Tunisia's President Zine El Abidine Ben Ali is facing the toughest test of his 23-year reign, with severe public unrest over rising food prices and unemployment as focal points. Protests have been intensifying since December 17, when police confiscated fruits and vegetables sold without a permit by a young graduate who had no other means of earning a living. The young man's consequent self-immolation caused his death, provoking disturbances in which public buildings as well as offices of the ruling party, the Constitutional Democratic Rally (RCD), were attacked. Violent clashes between the police and groups, mainly of students who face high levels of graduate unemployment, have spread across the country from the western town of Sidi Bouzaid, where the self-immolation occurred. All schools and universities are closed, and news clampdowns have only fuelled rumours. As the government controls the press, including privately owned newspapers and broadcasters, reliable details of casualties from police shooting are impossible to obtain. But trade unions and opposition leaders speak of a rising toll, upwards of 20 deaths.
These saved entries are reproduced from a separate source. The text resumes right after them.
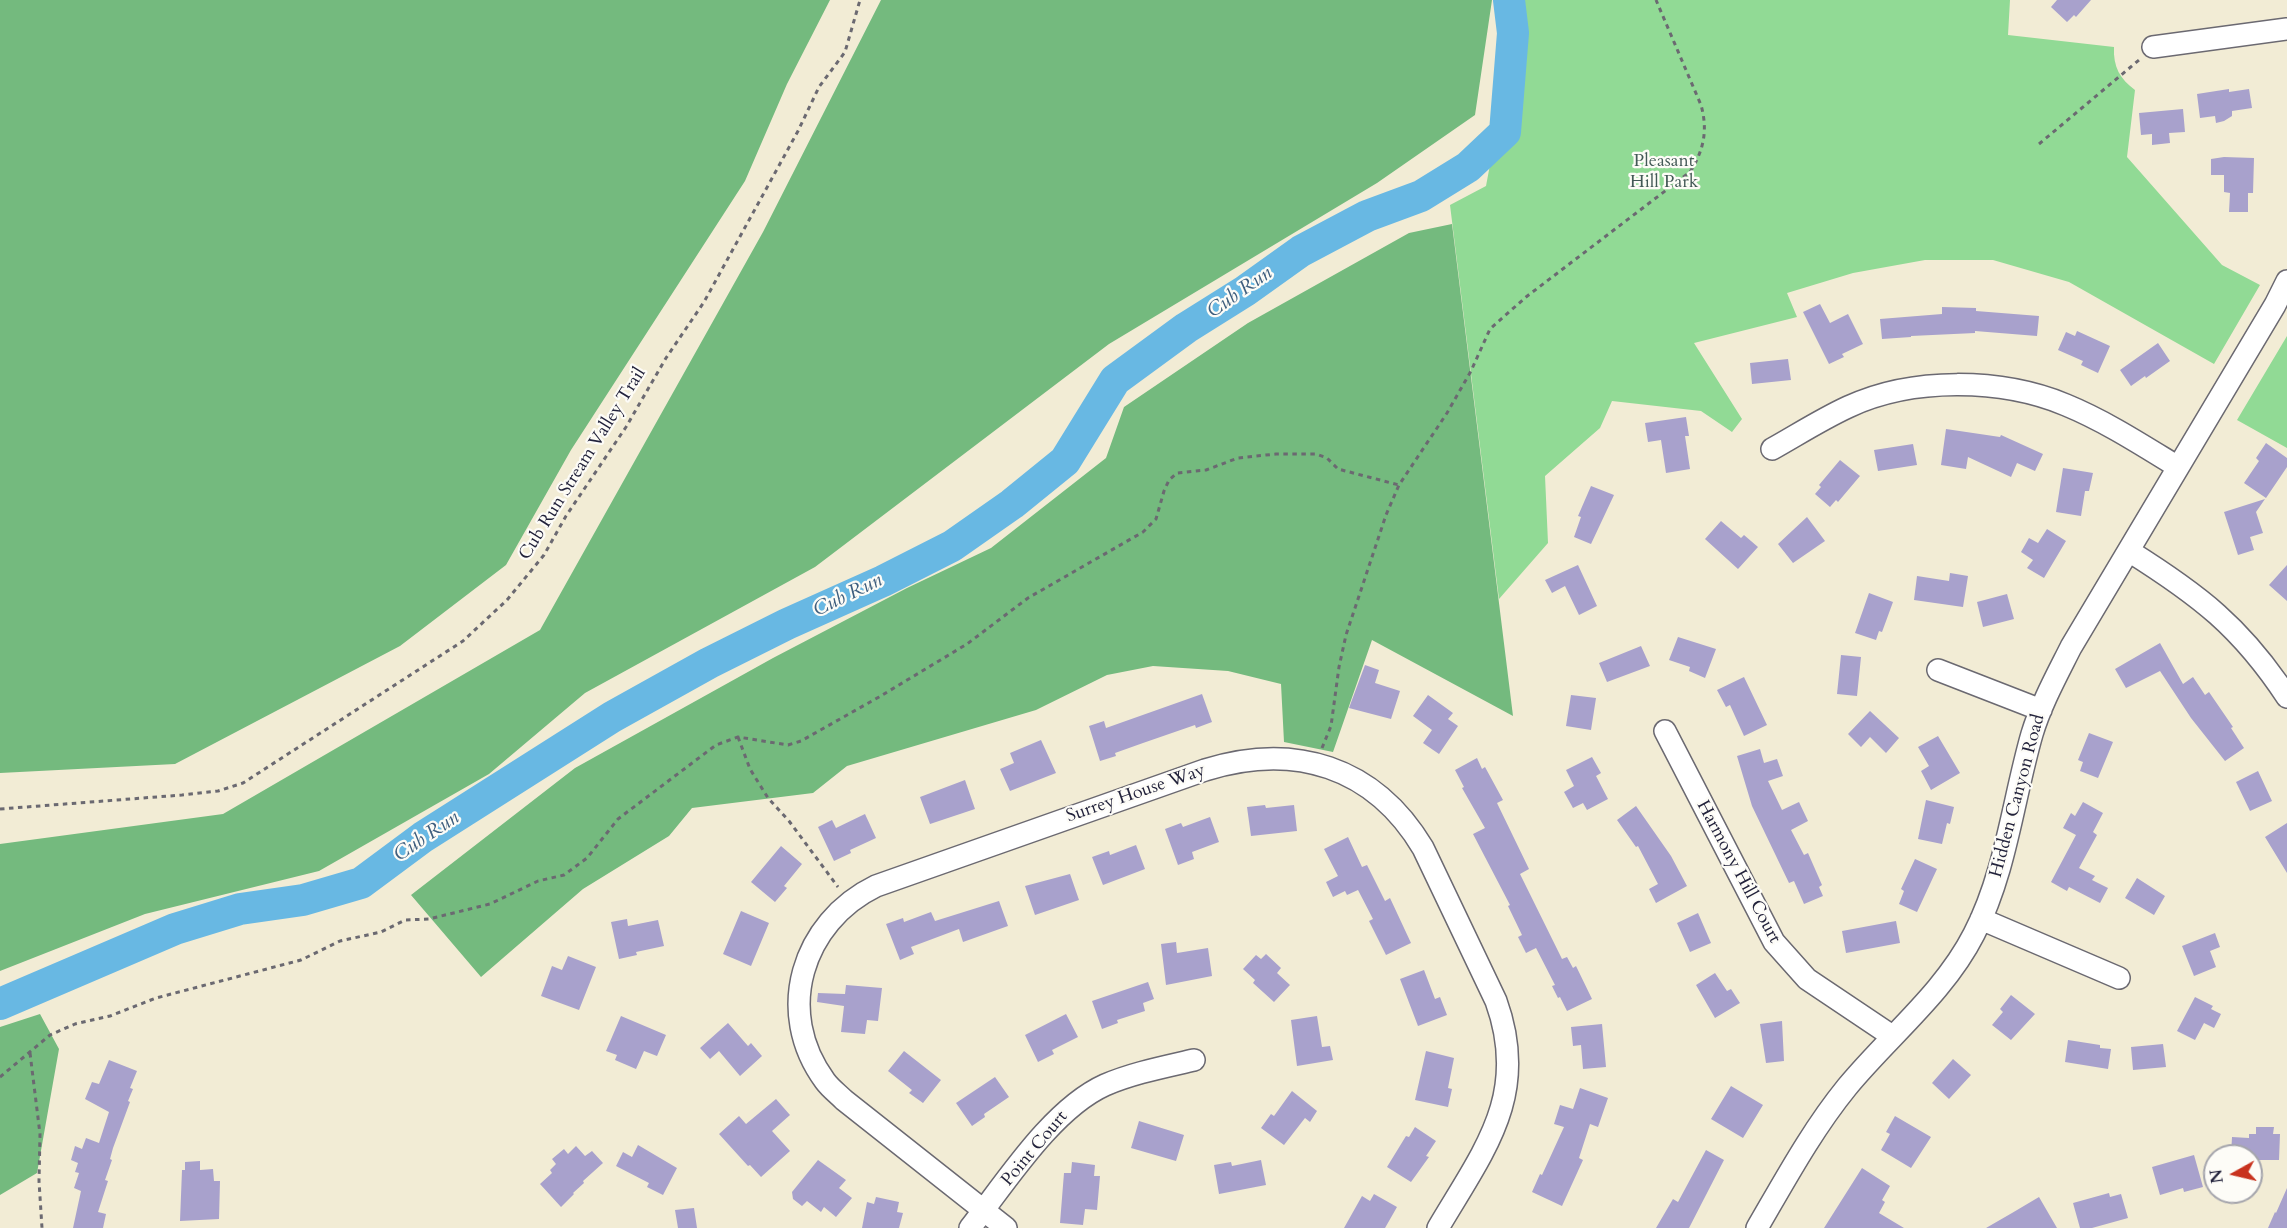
<!DOCTYPE html>
<html>
<head>
<meta charset="utf-8">
<style>
  body { margin:0 }
  #map { position:relative; width:2287px; height:1228px; overflow:hidden; background:#f2ecd5; font-family:Cardo,serif }
  canvas { display:block }
  .north { position:absolute; left:2203px; top:1144px; width:60px; height:60px; box-sizing:border-box; background:#fdfcf7; border:2px solid #a5a5ac; border-radius:50%; rotate:262deg; font-size:16px; font-weight:700; line-height:24px; text-align:center; color:#22223b }
  .north::after { content:''; display:block; margin:auto; width:21px; height:27px; background:#c8321e; clip-path:polygon(50% 0,100% 100%,50% 72%,0 100%) }
</style>
</head>
<body>
<div id="map">
<canvas width="2287" height="1228"></canvas>
<div class="north">N</div>
</div>
<script>
const g = document.querySelector('canvas').getContext('2d');
g.lineJoin = 'round';
function paint(path, color) { g.fillStyle = color; g.fill(path, 'evenodd'); }
function stroke(path, color, width, dash) { g.strokeStyle = color; g.lineWidth = width; g.lineCap = dash ? 'butt' : 'round'; g.setLineDash(dash || []); g.stroke(path); }
function write(font, color, halo, rows, align = 'center') {
  g.font = font + ' Cardo,serif'; g.lineWidth = 4.5; g.setLineDash([]); g.textBaseline = 'middle'; g.strokeStyle = halo; g.fillStyle = color; for (const [text, x, y, turn = 0] of rows) {
    g.save(); g.translate(x, y); g.rotate((+turn || 0) * Math.PI / 180); g.textAlign = isNaN(turn) ? turn : align; if (halo) g.strokeText(text, 0, 0); g.fillText(text, 0, 0); g.restore();
  }
}
paint(new Path2D(`
  M 1521,0 L 2010,0 L 2008,35 L 2114,47 C 2113,67 2120,79 2135,90 L 2127,157 L 2222,265 L 2260,285 L 2214,364 L 2069,282 L 1993,260 L 1925,260 L 1853,273 L 1787,293 L 1797,317 L 1694,343 L 1742,419 L 1732,432 L 1701,411 L 1612,401 L 1600,428 L 1545,476 L 1548,543 L 1499,599 L 1450,205 L 1486,186 Z
  M 2287,336 L 2287,448 L 2237,420 Z`), '#91da95');
paint(new Path2D(`
  M 0,0 L 830,0 L 787,84 L 745,181 L 571,450 L 506,565 L 400,646 L 175,764 L 0,773 Z
  M 881,0 L 1492,0 L 1475,115 L 1377,183 L 1109,344 L 815,567 L 585,693 L 489,774 L 319,871 L 145,914 L 0,971 L 0,844 L 223,814 L 540,630 L 763,232 Z
  M 1452,224 L 1513,716 L 1372,640 L 1333,752 L 1284,742 L 1281,684 L 1228,671 L 1153,666 L 1107,675 L 1036,710 L 847,766 L 813,793 L 692,808 L 669,836 L 583,889 L 481,977 L 411,895 L 575,768 L 773,658 L 907,588 L 991,548 L 1106,458 L 1124,407 L 1248,323 L 1409,233 Z
  M 40,1014 L 59,1049 L 37,1173 L 0,1195 L 0,1027 Z`), '#74ba7e');
stroke(new Path2D(`
  M 0,1004 L 175,929 L 240,909 L 303,900 L 361,883 L 423,837 L 612,717 L 709,663 L 787,624 L 883,581 L 952,546 L 1012,504 L 1065,461 L 1115,380 L 1186,328 L 1245,291 L 1301,251 L 1367,216 L 1421,196 L 1468,167 L 1505,132 L 1513,33 L 1509,0`), '#68b8e3', 32);
paint(new Path2D(`
  M 2057,0 L 2091,0 L 2076,17 L 2074,15 L 2067,22 L 2051,7 Z
  M 2229,89 L 2229,92 L 2249,89 L 2252,108 L 2232,111 L 2232,116 L 2224,121 L 2216,123 L 2215,116 L 2200,118 L 2197,94 Z
  M 2183,109 L 2185,132 L 2169,133 L 2170,143 L 2152,145 L 2152,134 L 2141,135 L 2139,113 Z
  M 2224,157 L 2254,158 L 2253,193 L 2248,193 L 2248,212 L 2229,212 L 2230,193 L 2224,192 L 2224,175 L 2211,175 L 2211,159 Z
  M 1820,304 L 1830,323 L 1848,314 L 1863,344 L 1842,354 L 1844,357 L 1829,364 L 1803,312 Z
  M 1942,307 L 1976,308 L 1976,311 L 2039,316 L 2037,336 L 1975,331 L 1975,333 L 1911,336 L 1911,337 L 1882,339 L 1880,319 L 1942,314 Z
  M 2077,331 L 2110,346 L 2098,373 L 2081,365 L 2083,361 L 2058,350 L 2066,332 L 2075,336 Z
  M 2158,343 L 2170,361 L 2146,378 L 2145,376 L 2131,386 L 2120,370 Z
  M 1788,359 L 1791,380 L 1752,384 L 1750,363 Z
  M 1686,417 L 1689,436 L 1685,436 L 1690,469 L 1666,473 L 1661,440 L 1648,442 L 1645,423 Z
  M 1946,429 L 2000,437 L 2001,435 L 2043,454 L 2035,471 L 2017,463 L 2011,477 L 1968,457 L 1966,469 L 1941,465 Z
  M 2266,443 L 2287,458 L 2287,467 L 2266,498 L 2244,483 L 2259,461 L 2256,458 Z
  M 1913,444 L 1917,465 L 1878,471 L 1874,450 Z
  M 1840,460 L 1860,476 L 1838,502 L 1836,500 L 1830,507 L 1815,494 L 1821,487 L 1819,485 Z
  M 2063,468 L 2093,473 L 2089,491 L 2085,491 L 2081,516 L 2056,512 Z
  M 1591,486 L 1614,495 L 1591,544 L 1574,537 L 1581,517 L 1578,516 Z
  M 2265,499 L 2256,512 L 2263,533 L 2250,537 L 2254,550 L 2238,555 L 2224,512 Z
  M 1807,517 L 1825,541 L 1793,563 L 1778,544 Z
  M 1721,521 L 1741,538 L 1744,535 L 1758,547 L 1738,569 L 1705,539 Z
  M 2047,529 L 2066,541 L 2044,578 L 2027,568 L 2033,560 L 2021,552 L 2029,538 L 2038,543 Z
  M 1578,565 L 1597,606 L 1579,615 L 1565,586 L 1552,593 L 1545,580 Z
  M 2287,565 L 2287,601 L 2269,585 Z
  M 1950,573 L 1968,576 L 1963,607 L 1914,600 L 1917,576 L 1949,581 Z
  M 1869,593 L 1893,602 L 1882,632 L 1879,631 L 1876,640 L 1855,633 Z
  M 2007,594 L 2014,619 L 1983,627 L 1977,602 Z
  M 1678,637 L 1716,649 L 1705,678 L 1689,671 L 1690,667 L 1669,660 Z
  M 2160,643 L 2183,684 L 2193,677 L 2205,695 L 2209,692 L 2233,727 L 2231,728 L 2244,748 L 2225,761 L 2191,718 L 2160,671 L 2126,688 L 2115,669 Z
  M 1641,646 L 1650,666 L 1607,682 L 1599,663 Z
  M 1841,655 L 1861,657 L 1857,696 L 1837,694 Z
  M 1365,665 L 1379,670 L 1375,683 L 1400,691 L 1391,719 L 1349,708 Z
  M 1744,677 L 1767,725 L 1744,736 L 1730,705 L 1726,707 L 1717,690 Z
  M 1202,694 L 1212,722 L 1196,728 L 1195,725 L 1143,743 L 1115,753 L 1116,756 L 1100,761 L 1089,726 L 1104,721 L 1106,728 Z
  M 1428,695 L 1453,713 L 1448,719 L 1458,726 L 1439,754 L 1423,743 L 1432,730 L 1413,716 Z
  M 1571,695 L 1596,698 L 1591,730 L 1566,726 Z
  M 1870,711 L 1899,738 L 1886,753 L 1870,737 L 1861,747 L 1848,734 Z
  M 2089,733 L 2113,742 L 2098,778 L 2080,771 L 2083,762 L 2078,760 Z
  M 1938,736 L 1960,773 L 1931,790 L 1921,771 L 1929,766 L 1918,747 Z
  M 1041,740 L 1056,773 L 1010,791 L 1000,769 L 1014,763 L 1010,753 Z
  M 1760,749 L 1764,763 L 1777,759 L 1783,776 L 1768,781 L 1782,810 L 1799,802 L 1808,821 L 1791,830 L 1804,855 L 1808,853 L 1822,885 L 1819,887 L 1823,896 L 1804,904 L 1794,881 L 1789,883 L 1752,806 L 1737,756 Z
  M 1592,757 L 1601,773 L 1596,776 L 1608,799 L 1587,810 L 1583,803 L 1573,808 L 1564,792 L 1574,786 L 1566,770 Z
  M 1477,758 L 1482,769 L 1485,767 L 1503,800 L 1497,803 L 1529,869 L 1520,874 L 1562,959 L 1567,957 L 1573,968 L 1576,966 L 1592,999 L 1567,1011 L 1560,997 L 1558,998 L 1552,986 L 1555,985 L 1536,948 L 1526,953 L 1518,937 L 1522,935 L 1508,906 L 1510,905 L 1473,834 L 1485,828 L 1462,788 L 1464,787 L 1455,770 Z
  M 2258,771 L 2272,801 L 2250,811 L 2236,782 Z
  M 965,780 L 975,809 L 930,824 L 920,797 Z
  M 1926,800 L 1954,807 L 1950,824 L 1947,823 L 1942,844 L 1918,839 Z
  M 2083,802 L 2103,813 L 2093,832 L 2097,835 L 2079,868 L 2095,876 L 2092,880 L 2108,888 L 2100,903 L 2069,887 L 2067,891 L 2051,882 L 2076,835 L 2063,828 L 2071,813 L 2075,816 Z
  M 1265,805 L 1266,808 L 1294,805 L 1297,831 L 1251,836 L 1247,807 Z
  M 1636,806 L 1671,856 L 1687,886 L 1656,903 L 1649,889 L 1658,884 L 1638,846 L 1636,847 L 1617,820 Z
  M 865,814 L 876,838 L 850,850 L 851,853 L 834,861 L 818,827 L 832,820 L 836,828 Z
  M 1210,817 L 1219,842 L 1192,852 L 1194,859 L 1178,865 L 1165,829 L 1181,823 L 1183,827 Z
  M 2287,823 L 2287,873 L 2265,837 Z
  M 1348,837 L 1362,867 L 1367,865 L 1385,901 L 1390,898 L 1411,943 L 1386,955 L 1369,921 L 1373,919 L 1358,890 L 1347,895 L 1345,891 L 1333,897 L 1326,882 L 1338,876 L 1324,849 Z
  M 1136,845 L 1145,869 L 1103,885 L 1092,857 L 1109,851 L 1110,855 Z
  M 781,846 L 802,864 L 784,886 L 787,888 L 775,902 L 751,882 Z
  M 1915,859 L 1937,869 L 1917,912 L 1899,904 L 1904,891 L 1901,889 Z
  M 1070,874 L 1079,900 L 1035,915 L 1025,886 Z
  M 2137,878 L 2165,896 L 2154,915 L 2125,898 Z
  M 999,901 L 1008,926 L 963,942 L 959,929 L 911,947 L 914,954 L 900,960 L 886,924 L 903,918 L 904,922 L 931,912 L 935,921 Z
  M 741,911 L 769,923 L 751,966 L 723,954 Z
  M 1698,913 L 1711,943 L 1690,952 L 1677,923 Z
  M 627,919 L 628,926 L 658,920 L 664,946 L 636,952 L 637,955 L 619,959 L 611,922 Z
  M 1896,921 L 1900,943 L 1846,953 L 1842,931 Z
  M 2215,933 L 2220,947 L 2210,951 L 2216,967 L 2194,976 L 2182,946 Z
  M 1176,942 L 1177,953 L 1208,948 L 1212,976 L 1166,985 L 1161,944 Z
  M 1266,954 L 1281,968 L 1277,973 L 1290,985 L 1274,1002 L 1253,983 L 1255,980 L 1243,969 L 1256,955 L 1261,959 Z
  M 568,956 L 596,967 L 579,1010 L 541,996 L 552,966 L 562,970 Z
  M 1424,970 L 1435,999 L 1440,997 L 1447,1015 L 1418,1026 L 1400,979 Z
  M 1715,973 L 1727,991 L 1731,989 L 1740,1003 L 1715,1018 L 1696,985 Z
  M 1148,982 L 1154,999 L 1143,1003 L 1145,1011 L 1117,1020 L 1118,1023 L 1102,1029 L 1092,1001 Z
  M 846,985 L 882,988 L 878,1021 L 867,1020 L 865,1034 L 841,1032 L 844,1006 L 817,1002 L 818,993 L 845,994 Z
  M 2011,995 L 2035,1014 L 2011,1040 L 1992,1025 L 2003,1012 L 2000,1009 Z
  M 2195,997 L 2213,1006 L 2211,1009 L 2221,1014 L 2214,1028 L 2204,1023 L 2195,1040 L 2177,1031 Z
  M 1066,1014 L 1078,1037 L 1052,1050 L 1054,1054 L 1038,1062 L 1025,1035 Z
  M 621,1016 L 666,1035 L 657,1056 L 644,1051 L 636,1069 L 615,1060 L 617,1055 L 606,1051 Z
  M 1317,1016 L 1322,1047 L 1330,1046 L 1333,1060 L 1297,1066 L 1291,1020 Z
  M 1782,1021 L 1784,1061 L 1766,1063 L 1760,1024 Z
  M 728,1023 L 748,1046 L 751,1043 L 762,1056 L 740,1076 L 719,1051 L 710,1059 L 700,1048 Z
  M 1602,1024 L 1606,1067 L 1583,1069 L 1581,1045 L 1573,1046 L 1571,1027 Z
  M 2068,1040 L 2100,1045 L 2100,1048 L 2111,1049 L 2108,1069 L 2065,1062 Z
  M 2163,1044 L 2166,1067 L 2133,1070 L 2131,1047 Z
  M 904,1051 L 941,1080 L 923,1103 L 909,1093 L 912,1090 L 888,1071 Z
  M 1426,1051 L 1454,1058 L 1448,1088 L 1452,1089 L 1448,1107 L 1415,1100 Z
  M 1953,1059 L 1971,1075 L 1949,1099 L 1932,1083 Z
  M 109,1060 L 137,1071 L 130,1088 L 133,1089 L 128,1101 L 130,1102 L 113,1148 L 110,1159 L 112,1160 L 105,1180 L 108,1181 L 98,1212 L 106,1214 L 103,1228 L 73,1228 L 81,1191 L 74,1188 L 79,1173 L 75,1172 L 78,1163 L 71,1160 L 75,1146 L 82,1149 L 86,1138 L 99,1143 L 109,1112 L 85,1099 L 92,1082 L 99,1084 Z
  M 995,1077 L 1009,1097 L 984,1114 L 985,1117 L 972,1126 L 956,1103 Z
  M 1731,1086 L 1763,1105 L 1743,1138 L 1711,1119 Z
  M 1580,1088 L 1608,1098 L 1598,1127 L 1590,1124 L 1579,1158 L 1583,1160 L 1562,1206 L 1532,1192 L 1540,1174 L 1542,1175 L 1564,1127 L 1554,1124 L 1560,1105 L 1573,1109 Z
  M 1292,1091 L 1317,1111 L 1310,1122 L 1305,1118 L 1284,1145 L 1261,1128 L 1271,1114 L 1274,1116 Z
  M 776,1099 L 790,1115 L 772,1131 L 790,1151 L 761,1177 L 750,1165 L 748,1166 L 719,1134 L 739,1116 L 746,1124 Z
  M 1895,1116 L 1931,1137 L 1911,1168 L 1881,1150 L 1890,1134 L 1886,1132 Z
  M 1139,1121 L 1184,1135 L 1176,1161 L 1131,1148 Z
  M 1415,1127 L 1436,1141 L 1426,1156 L 1429,1157 L 1411,1182 L 1387,1167 L 1406,1136 L 1409,1137 Z
  M 2256,1127 L 2274,1127 L 2273,1134 L 2280,1134 L 2279,1160 L 2251,1160 L 2251,1156 L 2231,1156 L 2232,1137 L 2249,1138 L 2249,1134 L 2256,1134 Z
  M 638,1145 L 677,1168 L 663,1195 L 647,1187 L 649,1183 L 616,1166 L 623,1152 L 632,1157 Z
  M 576,1146 L 585,1156 L 592,1151 L 603,1163 L 583,1181 L 584,1183 L 573,1193 L 574,1194 L 561,1207 L 540,1184 L 552,1173 L 550,1170 L 556,1164 L 552,1159 L 564,1149 L 568,1154 Z
  M 1706,1150 L 1724,1160 L 1689,1228 L 1656,1228 L 1673,1199 L 1678,1202 Z
  M 2194,1155 L 2203,1187 L 2184,1192 L 2183,1188 L 2160,1195 L 2152,1167 Z
  M 818,1160 L 846,1180 L 839,1188 L 852,1198 L 836,1217 L 824,1207 L 821,1212 L 807,1201 L 802,1206 L 793,1199 L 792,1192 Z
  M 1261,1160 L 1266,1185 L 1219,1194 L 1214,1165 L 1231,1162 L 1232,1166 Z
  M 200,1161 L 200,1170 L 213,1169 L 214,1181 L 220,1181 L 219,1219 L 180,1221 L 182,1170 L 185,1170 L 185,1162 Z
  M 1072,1162 L 1095,1165 L 1094,1176 L 1100,1176 L 1097,1210 L 1085,1209 L 1083,1225 L 1060,1223 L 1064,1173 L 1071,1173 Z
  M 1862,1168 L 1890,1186 L 1882,1200 L 1885,1202 L 1879,1213 L 1904,1228 L 1824,1228 Z
  M 2287,1188 L 2287,1228 L 2268,1228 L 2275,1212 L 2276,1213 Z
  M 2109,1193 L 2110,1197 L 2121,1194 L 2128,1218 L 2092,1228 L 2080,1228 L 2073,1203 Z
  M 1374,1194 L 1397,1207 L 1385,1228 L 1344,1228 L 1362,1196 L 1370,1201 Z
  M 876,1197 L 899,1202 L 897,1212 L 903,1213 L 899,1228 L 862,1228 L 867,1202 L 874,1204 Z
  M 2039,1197 L 2057,1228 L 1986,1228 L 2012,1213 Z
  M 694,1208 L 697,1228 L 678,1228 L 675,1210 Z`), '#a8a1cc');
const minor = new Path2D(`
  M 2153,47 L 2287,29
  M 1772,449 C 1797,435 1822,419 1848,407 C 1912,377 2001,378 2066,405 C 2105,421 2142,445 2178,467
  M 2129,551 C 2199,595 2241,627 2287,697
  M 1938,670 L 2041,710
  M 1665,731 L 1774,942 L 1807,979 L 1892,1036
  M 1981,919 L 2119,978
  M 970,1228 C 1006,1182 1052,1109 1105,1085 C 1133,1073 1164,1067 1194,1060
  M 1006,1228 L 844,1100 C 838,1094 830,1088 825,1081 C 774,1012 802,922 876,886 L 1205,770 C 1294,742 1374,766 1423,848 L 1496,1001 C 1530,1095 1484,1150 1438,1228
  M 1757,1228 C 1785,1180 1812,1130 1847,1087 C 1889,1036 1944,993 1974,934 C 2006,872 2013,800 2032,734 C 2041,704 2057,675 2071,647 L 2275,305 L 2287,281`);
stroke(minor, '#6b6971', 24);
stroke(new Path2D(`
  M 2039,144 L 2139,60
  M 738,737 L 750,769 L 768,798 L 789,821 L 838,887
  M 1322,748 L 1331,726 L 1339,667 L 1346,635 L 1386,515 L 1399,485 L 1447,413 L 1471,371 L 1490,329 L 1526,297 L 1690,172 C 1704,150 1708,130 1701,105 L 1656,0
  M 0,809 L 182,795 L 218,791 L 243,783 L 463,641 L 507,600 L 544,555 L 566,516 L 626,427 L 666,358 L 704,302 L 798,131 L 819,87 L 845,52 L 860,0
  M 30,1053 L 40,1134 L 39,1181 L 42,1228
  M 0,1077 L 50,1035 L 75,1024 L 110,1016 L 156,998 L 301,960 L 340,941 L 381,932 L 405,920 L 429,919 L 490,904 L 538,881 L 564,875 L 587,858 L 618,819 L 716,745 L 738,737 L 788,745 L 801,741 L 879,697 L 967,644 L 1028,598 L 1143,532 L 1156,519 L 1164,491 L 1169,480 L 1177,473 L 1206,470 L 1238,458 L 1276,454 L 1316,454 L 1327,458 L 1338,469 L 1399,485`), '#6b6971', 3, [4.5, 4.5]);
stroke(minor, '#fff', 21);
write('18px', '#435956', '#fdfcf7', [
  ["Pleasant",1664,162],
  ["Hill Park",1664,183]
]);
write('18px', '#22223b', '#fdfcf7', [
  ["Cub Run Stream Valley Trail",583,464,-58],
  ["Surrey House Way",1136,794,-19],
  ["Hidden Canyon Road",2018,796,-75],
  ["Harmony Hill Court",1738,872,62],
  ["Point Court",1035,1149,-50]
]);
write('italic 20px', '#3e5e7e', '#fdfcf7', [
  ["Cub Run",1240,293,-35],
  ["Cub Run",848,596,-26],
  ["Cub Run",427,837,-34]
]);
</script>
</body>
</html>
The protests signify much else besides the Tunisian public's anger over prices and jobs. First, they frontally challenge the World Economic Forum claim that Tunisia's growth rate of 4.5 per cent makes it the most competitive economy in Africa. Secondly, the advances in women's rights, including an end to polygamy and the introduction of universal compulsory free education, are largely inheritances from Mr. Ben Ali's predecessor, Habib Bourguiba. Thirdly, Tunisia has been shown up to be one of the most authoritarian states in the world. But the European Union as well as the former colonial power, France, have responded to the latest developments in low key, presumably because Mr. Ben Ali is an important partner for their policy of blocking immigration from North Africa. The main issues, however, are specifically Tunisian. While neighbouring Algeria responded to protests by cutting taxes on sugar and cooking oil, Mr. Ben Ali called the protesters “hooded hooligans” and “hostile elements on foreign payrolls, who have sold their souls to extremism and terrorism.” Since then he has shown at least some recognition of the nature of the crisis; he has sacked his Interior Minister and formed a committee to investigate corruption. That, however, could be too little too late. The strongman is caught up in a deep political crisis; if he cannot produce quick and decisive improvement on all fronts, the Tunisian people might well take their state back into their own hands.